### Data to process

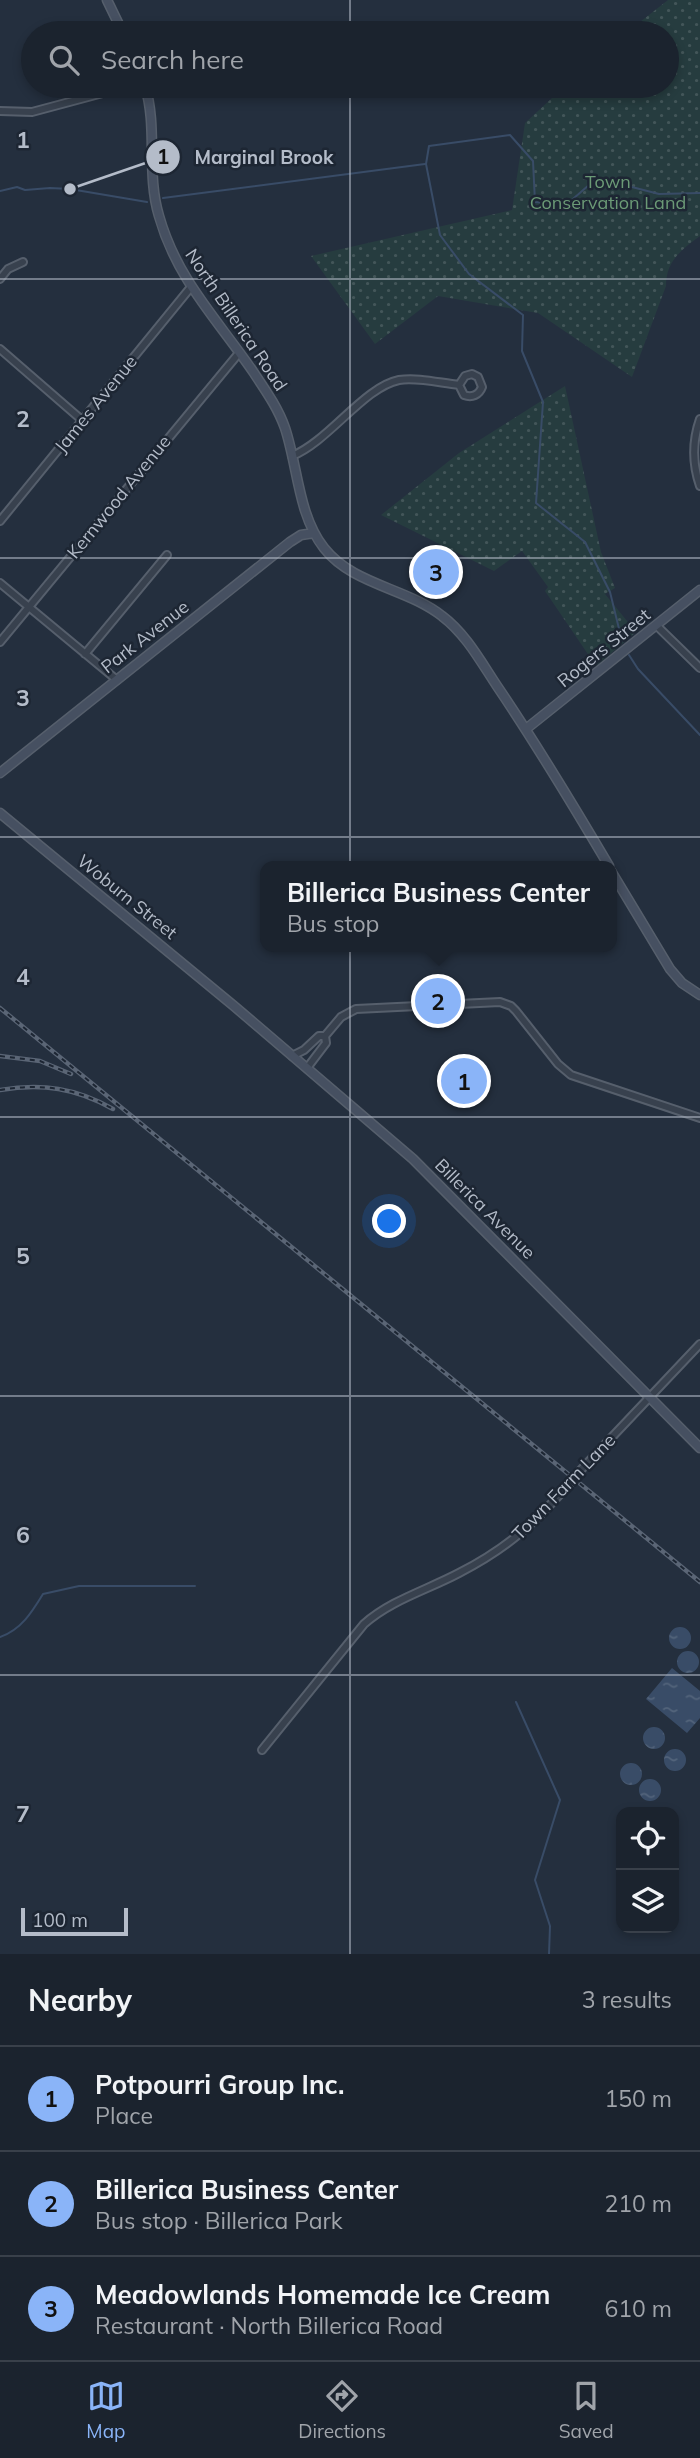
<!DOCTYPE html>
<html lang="en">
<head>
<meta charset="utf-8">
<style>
	body { margin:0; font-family:Mulish,sans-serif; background:#282f3a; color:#f1f3f6 }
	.controls { position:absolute; right:21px; bottom:21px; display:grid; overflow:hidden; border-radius:14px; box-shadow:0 4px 10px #0003 }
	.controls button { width:63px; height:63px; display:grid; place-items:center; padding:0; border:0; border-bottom:2px solid #39404a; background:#1b232e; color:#f1f3f6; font:35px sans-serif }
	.scale { position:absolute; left:21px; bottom:18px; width:107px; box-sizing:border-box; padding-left:7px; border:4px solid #b4bcc9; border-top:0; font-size:19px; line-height:24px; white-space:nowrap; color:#b4bcc9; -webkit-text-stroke:5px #1d2633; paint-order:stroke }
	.you { position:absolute; left:390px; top:1222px; width:24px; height:24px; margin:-18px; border:5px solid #fff; border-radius:50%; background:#1a73e8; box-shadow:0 0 0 10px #1a73e833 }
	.badge { display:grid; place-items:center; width:46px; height:46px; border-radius:50%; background:#8ab4f8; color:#111; font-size:23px; font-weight:700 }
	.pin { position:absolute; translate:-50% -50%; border:4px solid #fff; box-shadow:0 2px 7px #0006 }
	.popup { position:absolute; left:260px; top:861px; width:357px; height:91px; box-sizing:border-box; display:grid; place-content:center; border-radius:14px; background:#1b232e; filter:drop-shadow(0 2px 5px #0005); font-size:23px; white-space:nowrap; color:#a0a4aa }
	.popup b { font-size:26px; color:#f1f3f6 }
	.popup::after { content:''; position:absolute; left:50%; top:100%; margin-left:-14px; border:14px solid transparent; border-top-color:#1b232e }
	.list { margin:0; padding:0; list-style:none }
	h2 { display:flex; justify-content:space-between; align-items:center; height:91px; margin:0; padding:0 28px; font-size:30px }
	h2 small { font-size:23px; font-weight:400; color:#a0a4aa }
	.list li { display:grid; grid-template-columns:46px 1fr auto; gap:21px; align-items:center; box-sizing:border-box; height:105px; padding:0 28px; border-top:2px solid #39404a }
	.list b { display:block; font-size:26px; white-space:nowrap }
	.list p { margin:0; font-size:23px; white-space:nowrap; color:#a0a4aa }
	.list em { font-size:23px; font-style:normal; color:#a0a4aa }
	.icon { flex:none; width:38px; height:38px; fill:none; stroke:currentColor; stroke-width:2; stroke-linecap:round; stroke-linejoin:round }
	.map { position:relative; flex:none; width:700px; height:1954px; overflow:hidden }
	.search { position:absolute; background:#1b232e; box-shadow:0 4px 10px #0003; left:21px; right:21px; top:21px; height:77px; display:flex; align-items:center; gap:18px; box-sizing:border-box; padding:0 24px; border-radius:38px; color:#a0a4aa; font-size:26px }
	.sheet { height:406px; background:#1b232e }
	nav { display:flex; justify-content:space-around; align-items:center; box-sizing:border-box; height:98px; border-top:2px solid #39404a; background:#1b232e; font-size:19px; color:#a0a4aa }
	nav a { display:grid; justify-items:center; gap:4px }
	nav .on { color:#8ab4f8 }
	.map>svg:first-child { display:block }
	.green { fill:url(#green-dots) }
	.water { fill:url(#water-ripples) }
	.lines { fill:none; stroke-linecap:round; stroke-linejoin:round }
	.stream { stroke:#394c67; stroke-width:2 }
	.street-casing { stroke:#565f6c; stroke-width:10 }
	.secondary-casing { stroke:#565f6c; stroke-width:11 }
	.street { stroke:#38414e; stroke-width:6 }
	.secondary { stroke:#465061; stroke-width:8 }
	.rail-casing { stroke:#5a6575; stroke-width:4.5 }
	.rail { stroke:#1d2633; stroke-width:2; stroke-dasharray:5; stroke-linecap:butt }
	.street-bridge-casing { stroke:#565f6c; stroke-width:10; stroke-linecap:butt }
	.street-bridge { stroke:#38414e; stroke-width:6 }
	.grid { fill:none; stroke:#b4bcc9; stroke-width:2; stroke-opacity:0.55 }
	.labels { text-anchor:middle; stroke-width:5; stroke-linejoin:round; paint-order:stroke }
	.park-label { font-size:18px; fill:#6b9a76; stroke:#1d2633 }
	.street-label { font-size:18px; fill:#b4bcc9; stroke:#1d2633 }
	.grid-label { font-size:23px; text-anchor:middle; font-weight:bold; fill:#b4bcc9; stroke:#1d2633; stroke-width:5; stroke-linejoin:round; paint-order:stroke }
	.leader { fill:none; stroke:#b4bcc9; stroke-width:2.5 }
	.callout-dot { fill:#b4bcc9; stroke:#1d2633; stroke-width:2.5 }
	.mark-label { font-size:21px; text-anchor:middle; font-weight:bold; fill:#111 }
	.callout-label { font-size:19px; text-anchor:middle; font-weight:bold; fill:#b4bcc9; stroke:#1d2633; stroke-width:5; stroke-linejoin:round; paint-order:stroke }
</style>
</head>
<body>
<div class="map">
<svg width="700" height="1954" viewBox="0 0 700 1954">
	<defs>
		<pattern id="green-dots" width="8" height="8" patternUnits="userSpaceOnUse" patternTransform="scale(1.75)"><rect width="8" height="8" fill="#263c3f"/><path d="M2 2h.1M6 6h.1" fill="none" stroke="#435659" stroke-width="1.8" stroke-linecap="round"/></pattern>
		<pattern id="water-ripples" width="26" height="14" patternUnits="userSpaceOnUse" patternTransform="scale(1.75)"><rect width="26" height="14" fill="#394c67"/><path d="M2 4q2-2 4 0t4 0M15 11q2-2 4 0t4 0" fill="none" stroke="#53647b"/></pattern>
	</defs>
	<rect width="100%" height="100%" fill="#242f3e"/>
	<path class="green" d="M 668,0 L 700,0 L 700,236 C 681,250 666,261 666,286 L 632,377 L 538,313 L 438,296 L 375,344 L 311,256 L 512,210 L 525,123 L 565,86 L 667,86 L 667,33 L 626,33 Z
		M 565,386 L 601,552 L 615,588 L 605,594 L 636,632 L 596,666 L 545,591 L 548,587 L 522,551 L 494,571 L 381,515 L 459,453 Z"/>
	<path class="water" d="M669 1638a11 11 0 1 1 22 0a11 11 0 1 1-22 0Z
		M677 1662a11 11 0 1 1 22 0a11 11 0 1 1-22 0Z
		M 672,1668 L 700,1691 L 700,1718 L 687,1733 L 646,1699 Z
		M643 1738a11 11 0 1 1 22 0a11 11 0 1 1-22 0Z
		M664 1760a11 11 0 1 1 22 0a11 11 0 1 1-22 0Z
		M620 1774a11 11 0 1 1 22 0a11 11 0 1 1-22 0Z
		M639 1790a11 11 0 1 1 22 0a11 11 0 1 1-22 0Z"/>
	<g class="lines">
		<path class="stream" d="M 0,191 L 17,187 L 25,190 L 50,188 L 70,189 L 147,202
			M 163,198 L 425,164
			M 622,641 L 610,592 L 585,542 L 536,503 L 543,402 L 522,351 L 523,315 L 469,274 L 440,235 L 426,164 L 429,146 L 510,135 L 533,161 L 535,202 L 566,205 L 597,178 L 659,194 L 700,193
			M 629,655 L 638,669 L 700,735
			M 0,1637 C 21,1630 32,1612 43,1594 L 79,1586 L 195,1586
			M 516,1702 L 560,1800 L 535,1880 L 550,1926 L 549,1954"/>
		<g class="street-casing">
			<path id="street" d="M 0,111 L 32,112 L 129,86
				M 0,279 L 8,269 L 23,262
				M 0,349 L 83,421
				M 700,419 C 692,442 692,463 700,486
				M 292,456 C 329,441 364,387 399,380 C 418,377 440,383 459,385 L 464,395 C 472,398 479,395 482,387 L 478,377 L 472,374 L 465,376 L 459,385
				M 0,521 L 191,287
				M 0,583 L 117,680
				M 657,626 L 700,668
				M 0,642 L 239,353
				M 85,654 L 167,555
				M 292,1056 L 304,1050 L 319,1036 L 325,1036
				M 307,1068 L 326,1043 L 325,1036 L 341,1017 L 356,1009 L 500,1002 L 511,1006 L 516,1011 L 558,1064 L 571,1075 L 700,1118
				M 578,1473 L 700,1344
				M 262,1750 L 364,1624 C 391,1600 427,1590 459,1573 C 508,1548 536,1522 572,1481"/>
		</g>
		<g class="secondary-casing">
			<path id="secondary" d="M 107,0 L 123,33
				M 145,86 C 158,128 146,173 159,216 C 177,280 218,320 254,373 C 266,391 278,408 285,428 C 298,467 298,515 324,548 C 353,585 407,588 442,616 C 466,634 481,662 497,686 C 537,745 573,805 609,866
				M 526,729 L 700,590
				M 0,773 L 290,542 L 301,535 L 314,533
				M 0,813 L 234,1006 L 413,1159 L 700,1448
				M 611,871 L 670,969 L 682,983 L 700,995"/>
		</g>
		<use href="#street" class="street"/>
		<use href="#secondary" class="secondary"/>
		<g class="rail-casing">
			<path id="rail" d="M 0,1008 L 700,1582
				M 0,1056 L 40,1061 L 71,1074
				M 0,1090 C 42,1083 76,1088 113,1109"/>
		</g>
		<use href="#rail" class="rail"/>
		<g class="street-bridge-casing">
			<path id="street-bridge" d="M 572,1481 L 578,1473"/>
		</g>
		<use href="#street-bridge" class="street-bridge"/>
	</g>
	<path class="grid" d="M 350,0 L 350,33M 350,86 L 350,1954M 0,279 L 700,279M 0,558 L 700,558M 0,837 L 700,837M 0,1117 L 700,1117M 0,1396 L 700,1396M 0,1675 L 700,1675"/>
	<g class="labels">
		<g class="park-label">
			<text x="608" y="188">Town<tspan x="608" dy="21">Conservation Land</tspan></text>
		</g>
		<g class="street-label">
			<text transform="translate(236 320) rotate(56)" y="6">North Billerica Road</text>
			<text transform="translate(96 404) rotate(-51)" y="6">James Avenue</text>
			<text transform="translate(119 497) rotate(-51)" y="6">Kernwood Avenue</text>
			<text transform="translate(145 637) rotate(-38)" y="6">Park Avenue</text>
			<text transform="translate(604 648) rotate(-39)" y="6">Rogers Street</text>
			<text transform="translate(127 897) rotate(39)" y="6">Woburn Street</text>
			<text transform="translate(485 1209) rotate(45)" y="6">Billerica Avenue</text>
			<text transform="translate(564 1487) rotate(-46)" y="6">Town Farm Lane</text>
		</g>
	</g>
	<g class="grid-label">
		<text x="23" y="148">1</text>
		<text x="23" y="427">2</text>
		<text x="23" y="706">3</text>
		<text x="23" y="985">4</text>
		<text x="23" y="1264">5</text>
		<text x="23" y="1543">6</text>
		<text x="23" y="1822">7</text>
	</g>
	<path class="leader" d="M70 189L163 157"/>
	<g class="callout-dot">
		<circle cx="70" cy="189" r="7"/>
		<circle cx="163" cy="157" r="18"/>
	</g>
	<g class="mark-label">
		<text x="163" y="164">1</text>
	</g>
	<g class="callout-label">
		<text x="264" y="164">Marginal Brook</text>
	</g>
</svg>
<div class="controls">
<button><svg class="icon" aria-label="locate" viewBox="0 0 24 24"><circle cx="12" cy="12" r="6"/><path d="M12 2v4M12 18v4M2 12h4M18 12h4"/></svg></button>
<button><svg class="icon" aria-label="layers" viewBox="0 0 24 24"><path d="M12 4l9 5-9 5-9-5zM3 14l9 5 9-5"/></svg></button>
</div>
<div class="scale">100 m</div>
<div class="you"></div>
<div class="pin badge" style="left:464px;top:1081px">1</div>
<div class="pin badge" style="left:438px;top:1001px">2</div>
<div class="popup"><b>Billerica Business Center</b>Bus stop</div>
<div class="pin badge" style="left:436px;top:572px">3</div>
<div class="search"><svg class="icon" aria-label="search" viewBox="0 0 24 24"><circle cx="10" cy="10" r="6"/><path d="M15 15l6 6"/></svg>Search here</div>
</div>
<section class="sheet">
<h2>Nearby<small>3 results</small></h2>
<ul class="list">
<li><span class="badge">1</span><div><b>Potpourri Group Inc.</b><p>Place</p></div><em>150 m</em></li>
<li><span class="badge">2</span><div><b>Billerica Business Center</b><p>Bus stop · Billerica Park</p></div><em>210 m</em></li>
<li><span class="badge">3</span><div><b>Meadowlands Homemade Ice Cream</b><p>Restaurant · North Billerica Road</p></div><em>610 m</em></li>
</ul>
</section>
<nav>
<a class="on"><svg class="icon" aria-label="map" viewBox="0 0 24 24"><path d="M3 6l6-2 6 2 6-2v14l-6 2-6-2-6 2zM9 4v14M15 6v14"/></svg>Map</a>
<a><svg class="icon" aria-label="directions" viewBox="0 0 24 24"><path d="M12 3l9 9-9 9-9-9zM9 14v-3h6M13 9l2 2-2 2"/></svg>Directions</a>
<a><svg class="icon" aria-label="saved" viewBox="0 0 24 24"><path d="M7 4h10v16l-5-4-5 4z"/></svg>Saved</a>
</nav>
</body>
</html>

######

• _To do_
Every line in the data above that contains the word "list" should be copied.

• _Task response_
	.list { margin:0; padding:0; list-style:none }
	.list li { display:grid; grid-template-columns:46px 1fr auto; gap:21px; align-items:center; box-sizing:border-box; height:105px; padding:0 28px; border-top:2px solid #39404a }
	.list b { display:block; font-size:26px; white-space:nowrap }
	.list p { margin:0; font-size:23px; white-space:nowrap; color:#a0a4aa }
	.list em { font-size:23px; font-style:normal; color:#a0a4aa }
<ul class="list">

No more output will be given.